Start of Data to process

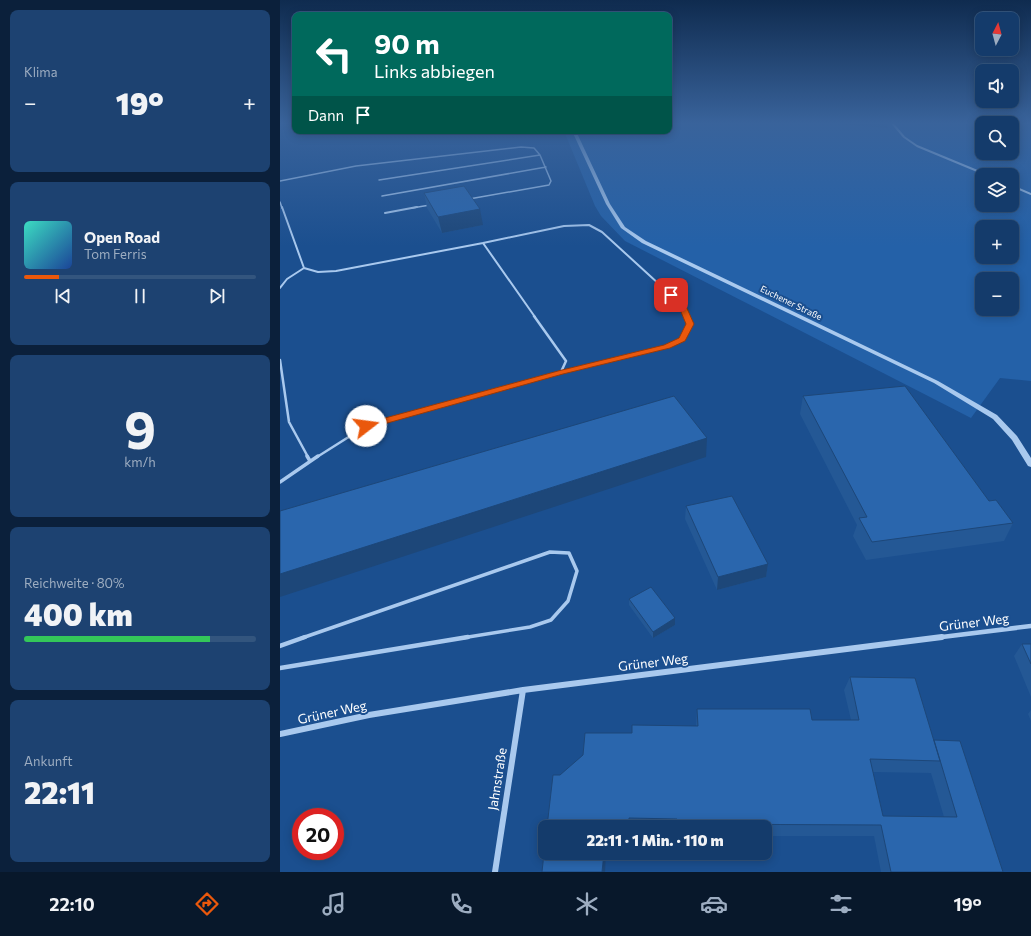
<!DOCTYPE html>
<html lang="de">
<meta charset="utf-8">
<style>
body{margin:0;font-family:Commissioner,sans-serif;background:#1d4271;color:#f1f3f6;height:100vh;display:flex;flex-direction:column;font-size:15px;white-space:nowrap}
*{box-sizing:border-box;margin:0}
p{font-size:13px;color:#9dadc1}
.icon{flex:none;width:22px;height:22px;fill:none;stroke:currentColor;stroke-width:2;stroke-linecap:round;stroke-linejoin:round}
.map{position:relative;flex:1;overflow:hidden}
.panel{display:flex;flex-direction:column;gap:10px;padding:10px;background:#0b203b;width:280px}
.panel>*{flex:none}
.guide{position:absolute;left:12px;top:12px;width:380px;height:122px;border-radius:8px;box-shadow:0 2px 10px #0003,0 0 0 1px #33557e;background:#00695c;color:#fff;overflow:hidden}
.needle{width:26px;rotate:6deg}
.fabs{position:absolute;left:695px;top:12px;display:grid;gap:8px}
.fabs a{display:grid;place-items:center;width:44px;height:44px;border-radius:8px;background:#143b6b;box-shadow:0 2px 10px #0003,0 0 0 1px #33557e;font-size:20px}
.speed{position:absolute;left:12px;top:808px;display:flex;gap:8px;font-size:20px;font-weight:700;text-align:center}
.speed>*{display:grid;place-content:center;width:52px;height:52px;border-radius:50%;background:#143b6b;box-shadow:0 2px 10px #0003,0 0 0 1px #33557e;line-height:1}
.speed .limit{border:6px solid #d22;background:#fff;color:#111}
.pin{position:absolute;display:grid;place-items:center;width:34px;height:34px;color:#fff;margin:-17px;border-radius:8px;box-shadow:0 2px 6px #0006}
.me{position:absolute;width:44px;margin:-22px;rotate:75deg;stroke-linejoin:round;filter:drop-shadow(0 0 3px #0008)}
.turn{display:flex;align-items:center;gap:14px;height:84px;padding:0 16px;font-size:18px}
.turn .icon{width:52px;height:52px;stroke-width:2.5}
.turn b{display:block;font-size:28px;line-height:34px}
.then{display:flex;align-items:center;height:38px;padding:0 16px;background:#0003;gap:8px;font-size:15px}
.big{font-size:30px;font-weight:800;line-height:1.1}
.panel .card{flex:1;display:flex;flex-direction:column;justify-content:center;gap:6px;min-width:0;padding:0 14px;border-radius:8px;background:#1d4271}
.panel .dial{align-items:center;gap:0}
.dial b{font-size:52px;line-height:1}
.song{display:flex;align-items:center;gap:12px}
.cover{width:48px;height:48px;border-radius:6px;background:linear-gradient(135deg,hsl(170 70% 55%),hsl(220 70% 35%))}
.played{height:4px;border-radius:2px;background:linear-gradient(90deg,#ea580c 15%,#33557e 15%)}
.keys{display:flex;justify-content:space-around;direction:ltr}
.heat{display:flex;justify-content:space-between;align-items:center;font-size:22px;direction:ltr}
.charge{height:6px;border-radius:3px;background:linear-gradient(90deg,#34c759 80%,#33557e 0)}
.trip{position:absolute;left:258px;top:820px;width:234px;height:40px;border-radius:8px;background:#143b6b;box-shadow:0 2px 10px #0003,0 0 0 1px #33557e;font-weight:800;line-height:40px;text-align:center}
.menu{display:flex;height:64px;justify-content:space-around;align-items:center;background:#08182b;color:#9dadc1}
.menu .icon{width:28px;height:28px}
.menu .on{color:#ea580c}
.menu b{font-size:18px;color:#f1f3f6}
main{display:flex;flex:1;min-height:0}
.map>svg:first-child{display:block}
.green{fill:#2461a8;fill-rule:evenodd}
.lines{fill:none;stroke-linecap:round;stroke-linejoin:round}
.service-far4{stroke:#a9c9ee;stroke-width:1.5}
.service-far3{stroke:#a9c9ee;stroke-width:2}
.service-far2{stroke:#a9c9ee;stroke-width:2.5}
.service-far1{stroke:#a9c9ee;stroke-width:3.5}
.service{stroke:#a9c9ee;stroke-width:4.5}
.minor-far2{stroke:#a9c9ee;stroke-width:2}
.minor-far1{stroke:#a9c9ee;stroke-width:4.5}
.minor{stroke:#a9c9ee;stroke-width:6}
.tertiary{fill:#a9c9ee;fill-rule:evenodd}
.wall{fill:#245895;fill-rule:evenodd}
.shaded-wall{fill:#1d4779}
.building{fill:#2a66ad;stroke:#1d4779}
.route{fill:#ea580c;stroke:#983908}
.labels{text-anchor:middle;stroke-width:4;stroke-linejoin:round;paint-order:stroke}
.far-street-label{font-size:9px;fill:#fff;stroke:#1b4f8f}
.near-street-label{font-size:13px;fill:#fff;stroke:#1b4f8f}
</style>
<main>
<section class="panel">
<div class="card"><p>Klima</p>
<div class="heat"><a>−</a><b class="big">19°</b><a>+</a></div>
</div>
<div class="card">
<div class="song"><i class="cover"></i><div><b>Open Road</b><p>Tom Ferris</p></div></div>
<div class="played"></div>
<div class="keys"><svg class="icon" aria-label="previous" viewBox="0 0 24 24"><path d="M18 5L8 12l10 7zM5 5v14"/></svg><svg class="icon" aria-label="pause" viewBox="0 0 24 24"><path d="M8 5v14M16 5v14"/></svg><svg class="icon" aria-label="next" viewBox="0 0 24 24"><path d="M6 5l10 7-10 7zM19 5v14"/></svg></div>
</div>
<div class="card dial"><b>9</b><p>km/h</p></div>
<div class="card"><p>Reichweite · 80%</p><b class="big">400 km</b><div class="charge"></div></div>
<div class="card"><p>Ankunft</p><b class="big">22:11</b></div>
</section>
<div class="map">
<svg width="751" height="872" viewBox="0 0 751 872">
<rect width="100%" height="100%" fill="#1b4f8f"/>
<path class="green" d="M 389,124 L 559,124 L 608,128 L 606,124 L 702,124 L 702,153 L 732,153 L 732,124 L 751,124 L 751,381 L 720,378 L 691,418 L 345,241 L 321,216 L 315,206 L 284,131 L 389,131 ZM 702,175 L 732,175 L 732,205 L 702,205 ZM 702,227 L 732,227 L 732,257 L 702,257 ZM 702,279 L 732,279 L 732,309 L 702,309 Z"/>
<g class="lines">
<path class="service-far4" d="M 99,180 L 260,155
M 0,181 L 76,166 L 241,147 L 254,148 L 260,155 L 271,181 L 269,185 L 189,199
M 102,196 L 266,167
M 0,202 L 2,208
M 132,208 L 150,205"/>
<path class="service-far3" d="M 2,207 L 24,268 L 38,272 L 56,271 L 203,243 L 255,317
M 105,213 L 137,207
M 203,243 L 284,226 L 309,225 L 322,232 L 403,306 L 407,317
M 0,288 L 7,279 L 24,268"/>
<path class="service-far2" d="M 0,360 L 9,422 L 28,457
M 281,372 L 387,347 L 402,339 L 410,324 L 407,316
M 37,457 L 86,426 L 281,372 L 286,361 L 254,316"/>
<path class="service-far1" d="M 27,456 L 30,461
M 0,482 L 38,456
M 22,638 L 270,552 L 289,553 L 297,571 L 288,601 L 271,620 L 250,627 L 182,638"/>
<path class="service" d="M 0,646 L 25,637
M 0,668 L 188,637"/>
<path class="minor-far2" d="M 613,124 L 624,137 L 637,146 L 707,175
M 732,186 L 751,194"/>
<path class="minor-far1" d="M 654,638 L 751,626"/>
<path class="minor" d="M 0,734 L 89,715 L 243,690 L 662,637
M 215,872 L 243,690"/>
<path class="tertiary" d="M 292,131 L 296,131 L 330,204 L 345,227 L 366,241 L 658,381 L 717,415 L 737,436 L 751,458 L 751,467 L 748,466 L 732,440 L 713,419 L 654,383 L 362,243 L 341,228 L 326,204 Z"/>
</g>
<path class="wall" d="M 144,193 L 203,225 L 162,233 L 147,208 Z
M 523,396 L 709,501 L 733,523 L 724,541 L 586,560 L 573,536 L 577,525 L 520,414 Z
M 406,506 L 488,564 L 486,577 L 437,590 L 405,519 Z
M 349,599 L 395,625 L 373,638 L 349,605 Z
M 742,644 L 751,644 L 751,697 L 734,656 Z
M 570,677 L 654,741 L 723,872 L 601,872 L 594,836 L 485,836 L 485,827 L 267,827 L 280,775 L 352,733 L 416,726 L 417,709 L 532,720 L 571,720 L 564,690 ZM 593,772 L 651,773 L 664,817 L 603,816 Z
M 751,710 L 751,721 L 748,714 Z"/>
<path class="shaded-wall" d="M 200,209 L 203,225 L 162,233 L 158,217 Z
M 427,438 L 426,457 L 0,597 L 0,574 Z
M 488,564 L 486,577 L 437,590 L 438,577 Z
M 395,618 L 395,625 L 373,638 L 373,632 Z
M 324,853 L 326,853 L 325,872 L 322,872 Z"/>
<path class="building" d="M 184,186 L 200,209 L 158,217 L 144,193 Z
M 625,386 L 709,501 L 716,500 L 733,523 L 592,542 L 579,518 L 587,517 L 523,396 Z
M 394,396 L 427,438 L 0,574 L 0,511 Z
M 452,496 L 488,564 L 438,577 L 406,506 Z
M 371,587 L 395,618 L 373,632 L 349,599 Z
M 742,644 L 751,644 L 751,664 Z
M 570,677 L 635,678 L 660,761 L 590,759 L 603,816 L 677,817 L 654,740 L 680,741 L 723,872 L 611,872 L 601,825 L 397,824 L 397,819 L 349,818 L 349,827 L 267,827 L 273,775 L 280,775 L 303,755 L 305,733 L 352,733 L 352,725 L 418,726 L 417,709 L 530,709 L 532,720 L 579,720 Z
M 265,844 L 265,853 L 324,853 L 322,872 L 262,872 Z"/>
<linearGradient id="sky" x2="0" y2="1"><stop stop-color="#0f2b4f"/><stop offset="0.5" stop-color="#39639b"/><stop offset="1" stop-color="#39639b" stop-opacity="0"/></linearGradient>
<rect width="751" height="246" fill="url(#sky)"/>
<path class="route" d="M 391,293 L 405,304 L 414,324 L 405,341 L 390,348 L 283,374 L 86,429 L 82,426 L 83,424 L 278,371 L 384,345 L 399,338 L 406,324 L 399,307 L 388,295 Z"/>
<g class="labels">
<g class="far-street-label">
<text transform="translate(511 303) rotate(26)" y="3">Euchener Straße</text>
</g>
<g class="near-street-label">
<text transform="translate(694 622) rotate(-7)" y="5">Grüner Weg</text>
<text transform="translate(373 662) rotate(-7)" y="5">Grüner Weg</text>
<text transform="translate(52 712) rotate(-12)" y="5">Grüner Weg</text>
<text transform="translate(217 779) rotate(-81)" y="5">Jahnstraße</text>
</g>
</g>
</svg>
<div class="fabs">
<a><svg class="needle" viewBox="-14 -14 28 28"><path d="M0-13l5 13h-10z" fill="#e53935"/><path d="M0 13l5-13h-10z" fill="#9dadc1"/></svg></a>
<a><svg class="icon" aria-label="sound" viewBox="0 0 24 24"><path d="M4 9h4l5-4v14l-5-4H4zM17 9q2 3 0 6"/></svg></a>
<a><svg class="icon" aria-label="search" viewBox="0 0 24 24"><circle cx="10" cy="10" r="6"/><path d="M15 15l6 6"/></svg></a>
<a><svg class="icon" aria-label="layers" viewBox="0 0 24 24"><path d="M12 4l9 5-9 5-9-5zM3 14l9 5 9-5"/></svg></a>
<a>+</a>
<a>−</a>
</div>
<div class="speed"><div class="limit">20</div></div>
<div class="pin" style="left:391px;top:295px;background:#d93025"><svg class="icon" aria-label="arrive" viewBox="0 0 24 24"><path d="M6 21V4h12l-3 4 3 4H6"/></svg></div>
<svg class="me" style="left:86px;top:426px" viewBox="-20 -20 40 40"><circle r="19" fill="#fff"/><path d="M0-13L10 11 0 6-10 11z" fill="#ea580c"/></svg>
<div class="trip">22:11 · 1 Min. · 110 m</div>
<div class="guide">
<div class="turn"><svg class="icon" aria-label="left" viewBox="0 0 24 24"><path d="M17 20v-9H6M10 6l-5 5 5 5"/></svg><div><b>90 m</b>Links abbiegen</div></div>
<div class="then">Dann<svg class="icon" aria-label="arrive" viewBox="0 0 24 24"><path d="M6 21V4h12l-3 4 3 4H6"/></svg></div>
</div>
</div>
</main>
<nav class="menu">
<b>22:10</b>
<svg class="icon on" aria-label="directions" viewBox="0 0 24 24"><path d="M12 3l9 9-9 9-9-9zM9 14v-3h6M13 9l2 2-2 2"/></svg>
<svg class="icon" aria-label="music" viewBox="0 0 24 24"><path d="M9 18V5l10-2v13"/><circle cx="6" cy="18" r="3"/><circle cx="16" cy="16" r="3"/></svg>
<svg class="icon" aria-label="phone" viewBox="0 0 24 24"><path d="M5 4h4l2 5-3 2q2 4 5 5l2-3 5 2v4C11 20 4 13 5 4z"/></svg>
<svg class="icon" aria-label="climate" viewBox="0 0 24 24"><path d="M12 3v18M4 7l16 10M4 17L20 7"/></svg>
<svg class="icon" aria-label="car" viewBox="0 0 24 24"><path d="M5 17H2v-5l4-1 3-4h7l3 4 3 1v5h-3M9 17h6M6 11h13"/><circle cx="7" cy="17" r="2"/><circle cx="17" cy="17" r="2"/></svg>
<svg class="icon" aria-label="filters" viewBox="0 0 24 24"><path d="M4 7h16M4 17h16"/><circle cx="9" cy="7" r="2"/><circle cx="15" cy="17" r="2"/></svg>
<b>19°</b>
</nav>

End of Data to process

What to do — Would you show each line of the material above that contains the string "guide"?

Exercise answer —
.guide{position:absolute;left:12px;top:12px;width:380px;height:122px;border-radius:8px;box-shadow:0 2px 10px #0003,0 0 0 1px #33557e;background:#00695c;color:#fff;overflow:hidden}
<div class="guide">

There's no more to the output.